An intermediate representation (IR) is the data structure or code used internally by a compiler or virtual machine to represent source code. Binaryen's internal IR uses compact data structures and is designed for completely parallel code generation and optimization, using all available CPU cores. Binaryen's IR compiles down to WebAssembly due to being a subset of WebAssembly.
Binaryen's optimizer has many passes that can improve code size and speed. These optimizations aim to make Binaryen powerful enough to be used as a compiler backend by itself. It includes WebAssembly-specific optimizations (that general-purpose compilers might not do), which you can think of as Wasm minification.
AssemblyScript as an example user of Binaryen
Binaryen is used by a number of projects, for example, AssemblyScript, which uses Binaryen to compile from a TypeScript-like language directly to WebAssembly. Try the example in the AssemblyScript playground.
AssemblyScript input:
export function add(a: i32, b: i32): i32 {
return a + b;
}
Corresponding WebAssembly code in textual form generated by Binaryen:
(module
(type $0 (func (param i32 i32) (result i32)))
(memory $0 0)
(export "add" (func $module/add))
(export "memory" (memory $0))
(func $module/add (param $0 i32) (param $1 i32) (result i32)
local.get $0
local.get $1
i32.add
)
)
The Binaryen toolchain
The Binaryen toolchain offers a number of useful tools for both JavaScript
developers and command line users. A subset of these tools is listed in the
following; the
full list of contained tools
is available on the project's README
file.
binaryen.js
: A standalone JavaScript library that exposes Binaryen methods for creating and optimizing Wasm modules. For builds, see binaryen.js on npm (or download it directly from GitHub or unpkg).wasm-opt
: Command line tool that loads WebAssembly and runs Binaryen IR passes on it.wasm-as
andwasm-dis
: Command line tools that assemble and disassemble WebAssembly.wasm-ctor-eval
: Command line tool that can execute functions (or parts of functions) at compile time.wasm-metadce
: Command line tool to remove parts of Wasm files in a flexible way that depends on how the module is used.wasm-merge
: Command line tool that merges multiple Wasm files into a single file, connecting corresponding imports to exports as it does so. Like a bundler for JavaScript, but for Wasm.
Compiling to WebAssembly
Compiling one language to another commonly involves several steps, the most important ones are listed in the following list:
- Lexical analysis: Break the source code into tokens.

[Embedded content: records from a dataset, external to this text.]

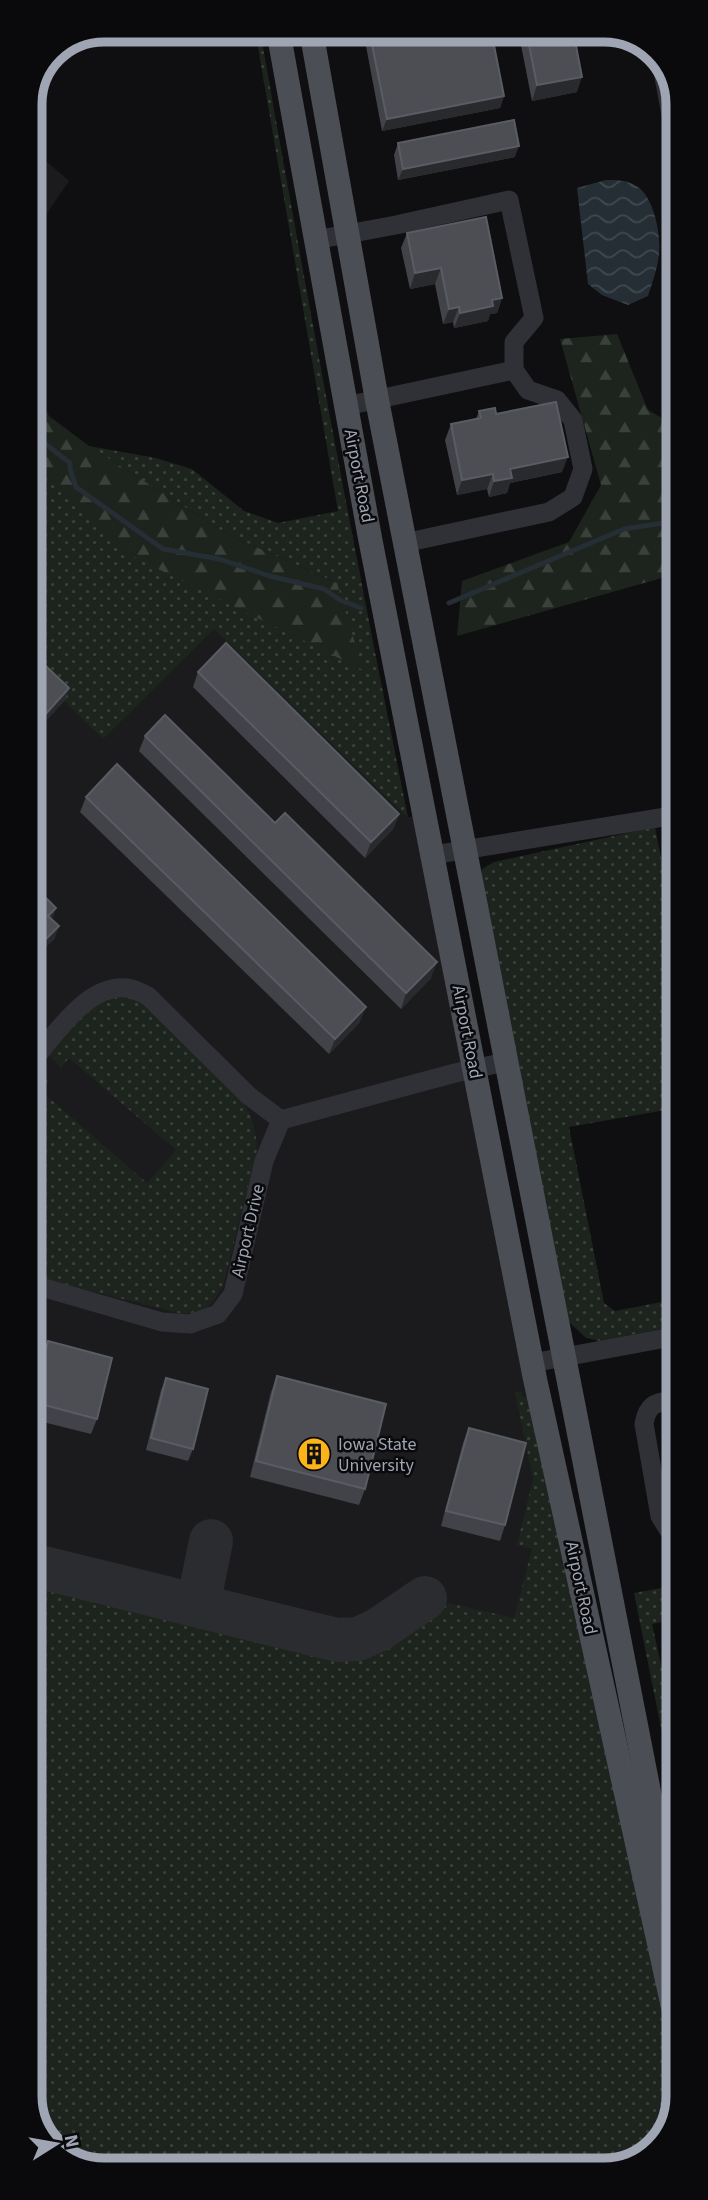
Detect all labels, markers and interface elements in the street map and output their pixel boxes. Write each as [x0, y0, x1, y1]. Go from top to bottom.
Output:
street label: Airport Road [338, 427, 380, 525]
street label: Airport Road [446, 983, 488, 1081]
street label: Airport Drive [225, 1182, 271, 1280]
place label: Iowa State University [338, 1432, 416, 1478]
building icon: Iowa State University [295, 1435, 333, 1473]
street label: Airport Road [559, 1539, 603, 1637]
north arrow [21, 2109, 91, 2179]
text: N [57, 2132, 86, 2150]

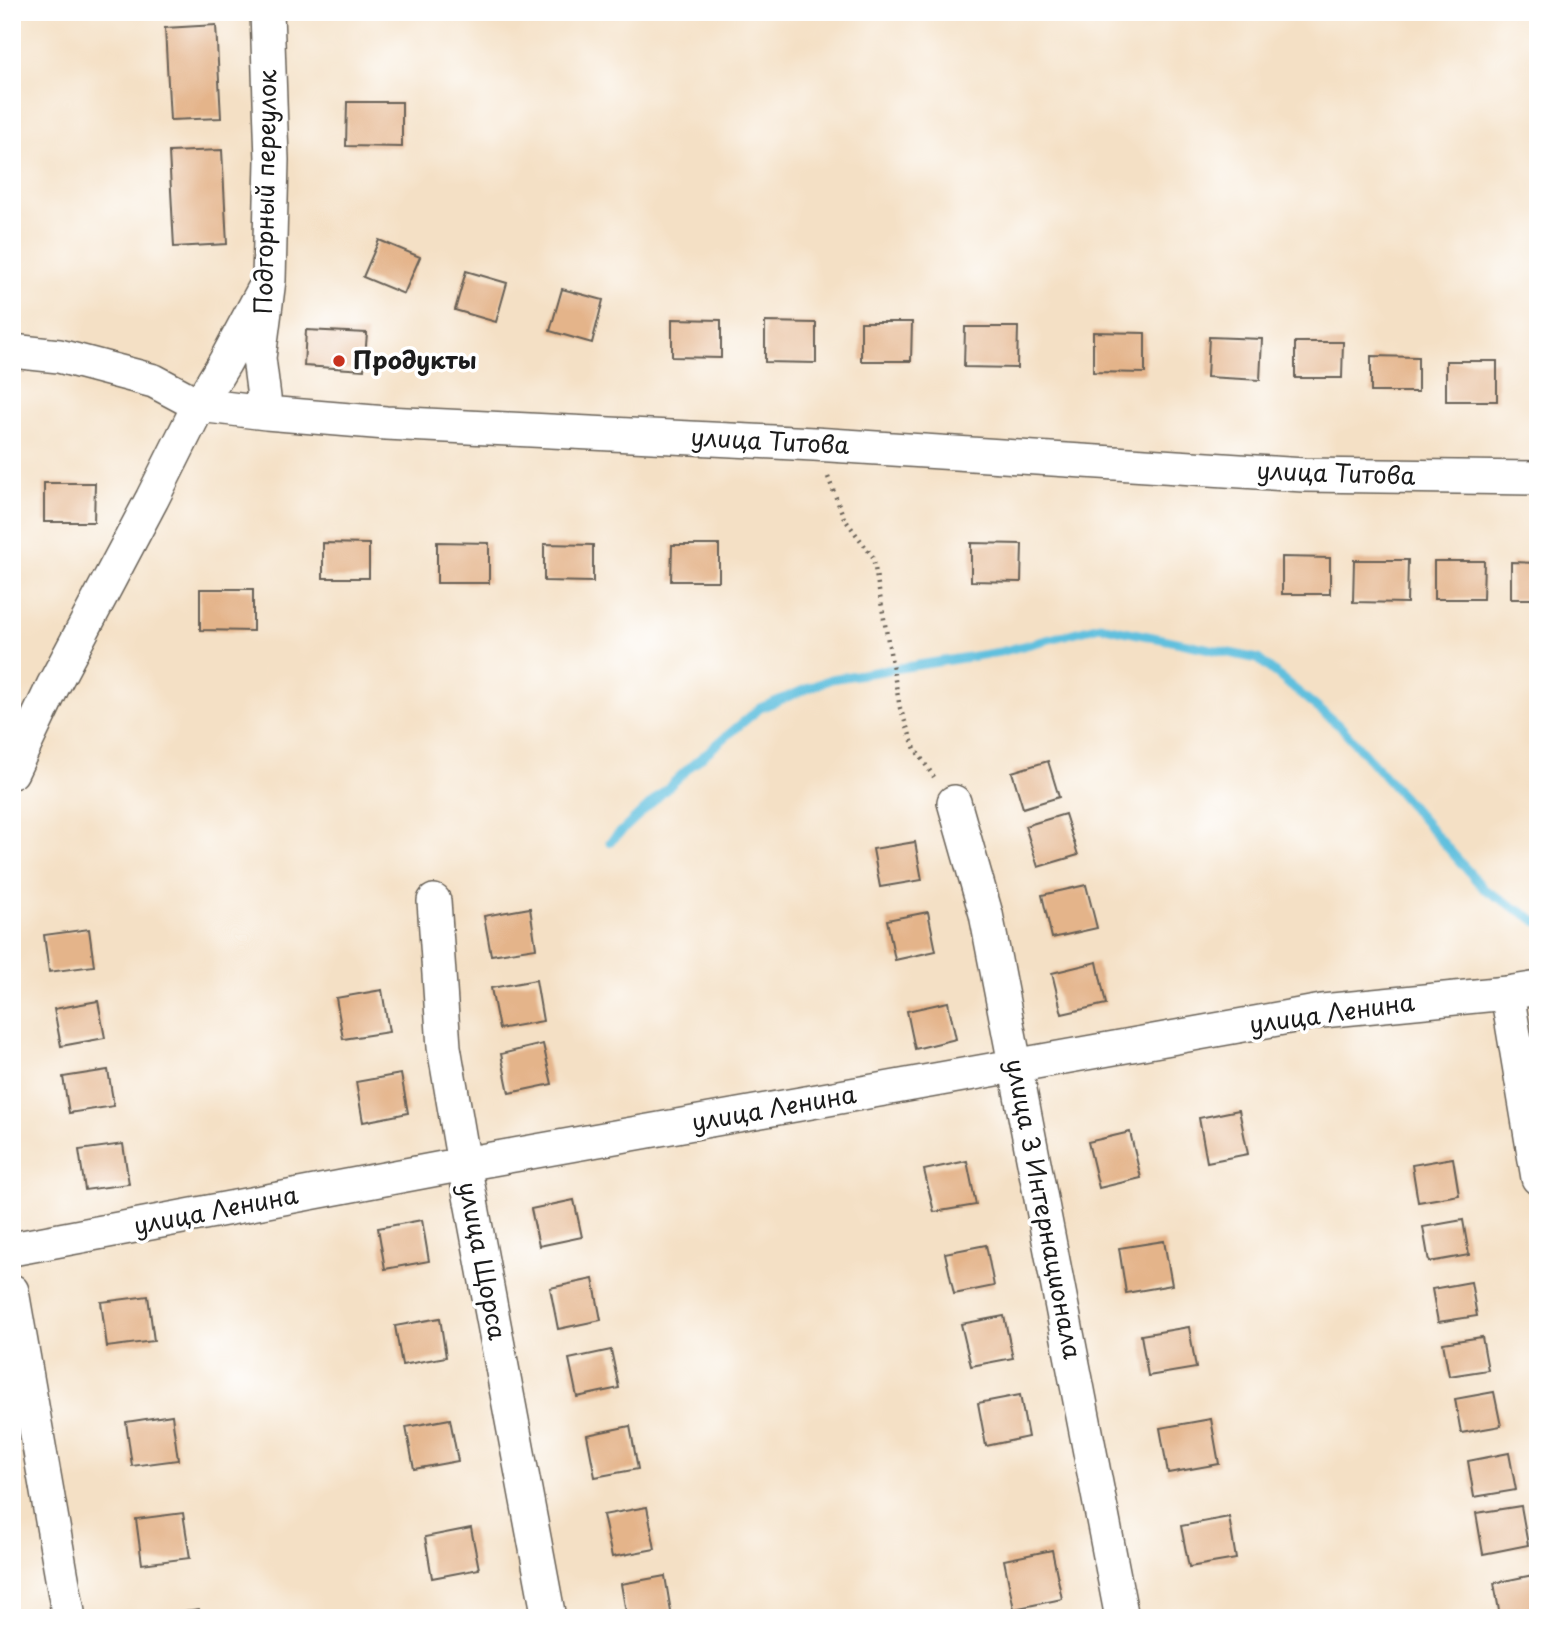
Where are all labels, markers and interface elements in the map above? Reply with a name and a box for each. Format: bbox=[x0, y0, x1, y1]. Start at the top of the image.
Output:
street label: Подгорный переулок bbox=[244, 69, 284, 315]
place label: Продукты bbox=[353, 341, 477, 377]
marker: Продукты bbox=[331, 353, 347, 369]
street label: улица Титова bbox=[690, 418, 850, 462]
street label: улица Титова bbox=[1256, 451, 1416, 493]
street label: улица Ленина bbox=[1247, 983, 1417, 1041]
street label: улица 3 Интернационала bbox=[998, 1055, 1092, 1362]
street label: улица Ленина bbox=[689, 1075, 859, 1139]
street label: улица Ленина bbox=[130, 1175, 301, 1243]
street label: улица Щорса bbox=[451, 1178, 517, 1343]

- Syntax analysis: Create an abstract syntax tree.
- Semantic analysis: Check for errors and enforce language rules.
- Intermediate code generation: Create a more abstract representation.
- Code generation: Translate to the target language.
- Target-specific code optimization: Optimize for the target.
In the Unix world, frequently used tools for compiling are
lex
and
yacc
:
lex
(Lexical Analyzer Generator):lex
is a tool that generates lexical analyzers, also known as lexers or scanners. It takes a set of regular expressions and corresponding actions as input, and generates code for a lexical analyzer that recognizes patterns in the input source code.yacc
(Yet Another Compiler Compiler):yacc
is a tool that generates parsers for syntax analysis. It takes a formal grammar description of a programming language as input and generates code for a parser. Parsers typically produce abstract syntax trees (ASTs) that represent the hierarchical structure of the source code.
A worked example
Given the scope of this post, it's impossible to cover a complete programming language, so for the sake of simplicity, consider a very limited and useless synthetic programming language called ExampleScript that works by expressing generic operations through concrete examples.
- To write an
add()
function, you code up an example of any addition, say2 + 3
. - To write a
multiply()
function, you write, for instance,6 * 12
.
As per the pre-warning, completely useless, but simple enough for its lexical
analyzer to be a single regular expression: /\d+\s*[\+\-\*\/]\s*\d+\s*/
.
Next, there needs to be a parser. Actually, a very simplified version of
an abstract syntax tree can be created by using a regular expression with
named capturing groups:
/(?<first_operand>\d+)\s*(?<operator>[\+\-\*\/])\s*(?<second_operand>\d+)/
.
ExampleScript commands are one per line, so the parser can process the code line-wise by splitting on newline characters. This is enough to check the first three steps from the bullet list before, namely lexical analysis, syntax analysis, and semantic analysis. The code for these steps is in the following listing.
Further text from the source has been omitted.